After a card is flagged for special handling, the card may be moved to a designated compartment in act 1414. The designated compartment may be one or more specific compartments of the multiple compartments of the shuffling apparatus. The designated compartment may only receive cards flagged for special handling. The designated compartment may have a limited capacity similar to the other compartments of the shuffling apparatus. For example, the designated compartment may hold between about 1 and about 10 unrecognized cards.
In some embodiments, the number of unrecognized cards may be checked against a threshold number of unrecognized cards. The threshold may be defined by the number of decks being shuffled. For example, if the shuffler is handling between one deck and five decks the threshold may be between about one card and about ten cards, such as between about two cards and about seven cards or about five cards. If the number of decks being shuffled is between five decks and ten decks, the threshold may be between about one card and about twenty cards, such as between about five cards and about fifteen cards, or about ten cards. In some embodiments, the threshold may be defined by the capacity of the designated compartment. For example, if two compartments are designated for unrecognized cards, the threshold may be the capacity of the two designated compartments.
If the number of unrecognized cards is less than the threshold number of unrecognized cards (if a threshold number is implemented) in act 1416, the process may continue to repeat feeding cards past the imaging system and shuffling the cards or flagging and separating unreadable cards. If the number of unrecognized cards is greater than the threshold number of unrecognized cards in act 1418, the processor may cause the shuffler to output the unreadable cards and void the shuffle in act 1420. After the shuffle is voided, the processor may cause the shuffler to output all of the cards that are in the multiple compartments of the shuffling apparatus and return any cards that had not yet been inserted into the shuffling apparatus to the input. The dealer may then remove the cards. In some embodiments, the dealer may replace the cards with the same number of new decks of cards. In some embodiments, the dealer may address the unreadable cards and reinsert the cards into the card intake and restart the shuffling process.
In some embodiments, an unrecognized card may trigger a different operation rather than transferring the unrecognized card to the designated compartment in act 1414. For example, the processor may move the unrecognized card back to the input in act 1422 and provide an alert and/or instructions to the dealer based on the unrecognized card in act 1424. The dealer may inspect the cards in act 1426 and correct any problems such as reorienting cards, removing cards, etc. Once the problems have been corrected the dealer may reinsert the cards into the card input in act 1428 and the process may continue to repeat. In additional embodiments, the dealer may discover a problem that may require the shuffle to be voided in act 1430. For example, if the dealer discovers an unauthorized card, such as a card that does not match the other cards, a different type of card, etc., the dealer may void the shuffle and replace the cards. In some embodiments, the processor may proceed to move the unrecognized card back to the input in act 1422 when the first card is unrecognized.
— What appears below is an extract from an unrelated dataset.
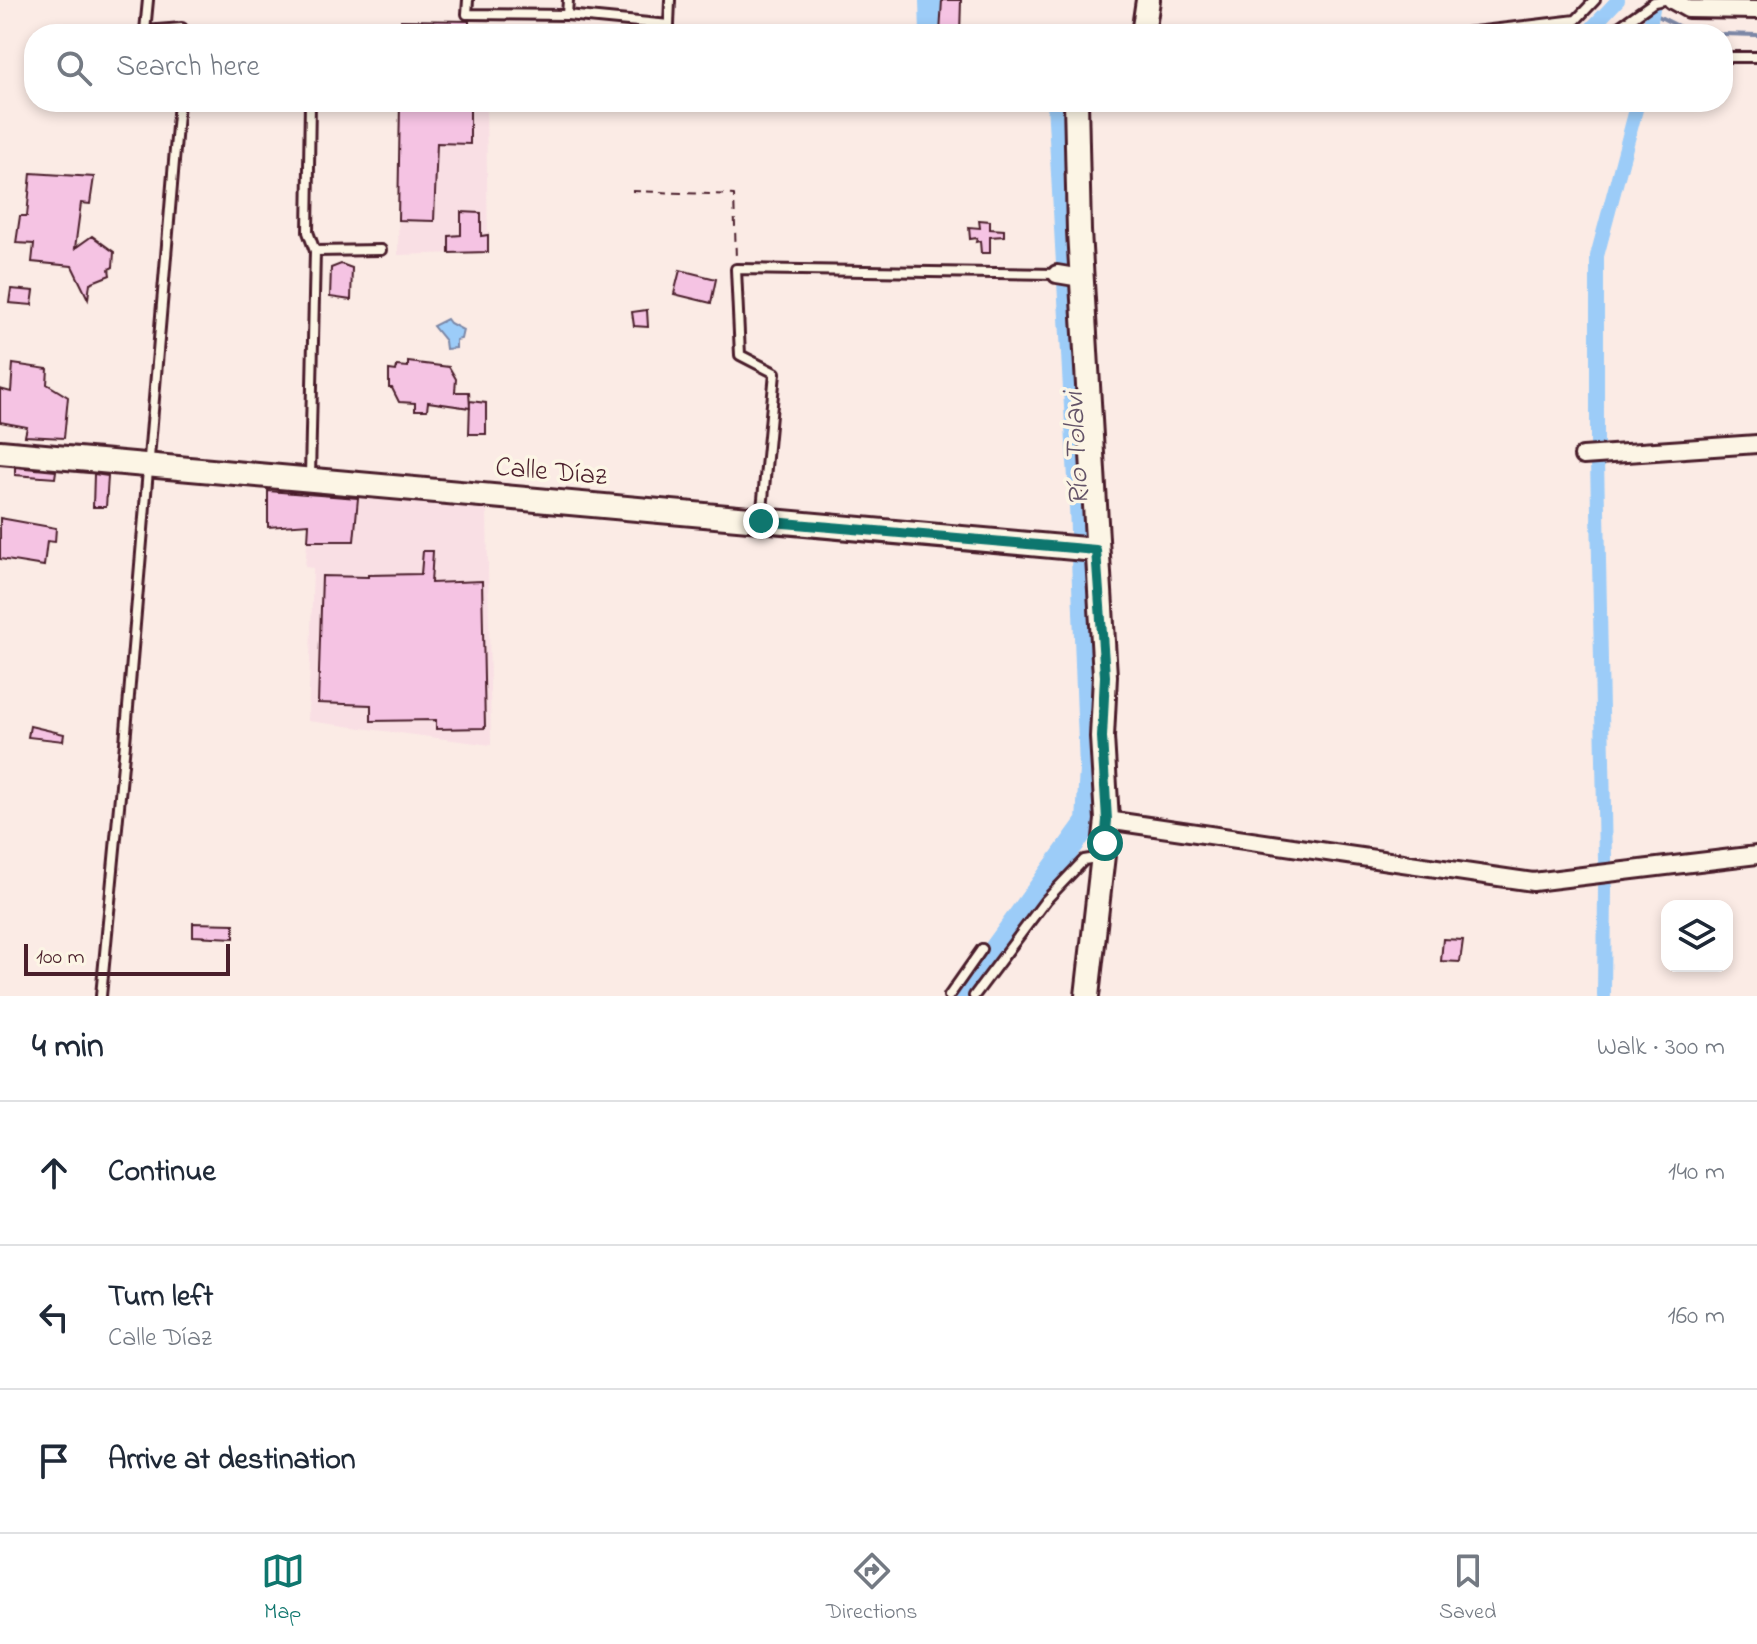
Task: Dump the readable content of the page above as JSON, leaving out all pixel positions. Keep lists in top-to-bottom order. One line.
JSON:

For example, if a new deck of cards is inserted into the card intake without removing Jokers, or other non-playable cards from the deck of cards, the shuffler may return the cards to the input to enable the dealer to correct the error before the shuffle begins. In another example, if the cards are placed in the card intake such that the entire stack of cards is upside down (e.g., flipped), the shuffler may return the cards to the input to enable the dealer to correct the orientation before the shuffler is forced to void the shuffle. In another embodiment, the shuffler may return the unrecognized card to the card intake if the card intake is otherwise empty, enabling the dealer to take actions to correct the card without taking the time to pass the card through the shuffler to the output.
After the shuffler has processed all of the cards present in the card intake, the processor may verify that the card intake is empty in act 1432. If the card intake is empty, the count of cards that passed over the imaging system may be verified against the number of cards that were expected (e.g., the number of cards that corresponds with the number of decks in the shuffler). If the number of cards does not match, the shuffler may void the shuffle in act 1434 and output all of the cards from the shuffler enabling the dealer to replace the cards or take another avenue of corrective action.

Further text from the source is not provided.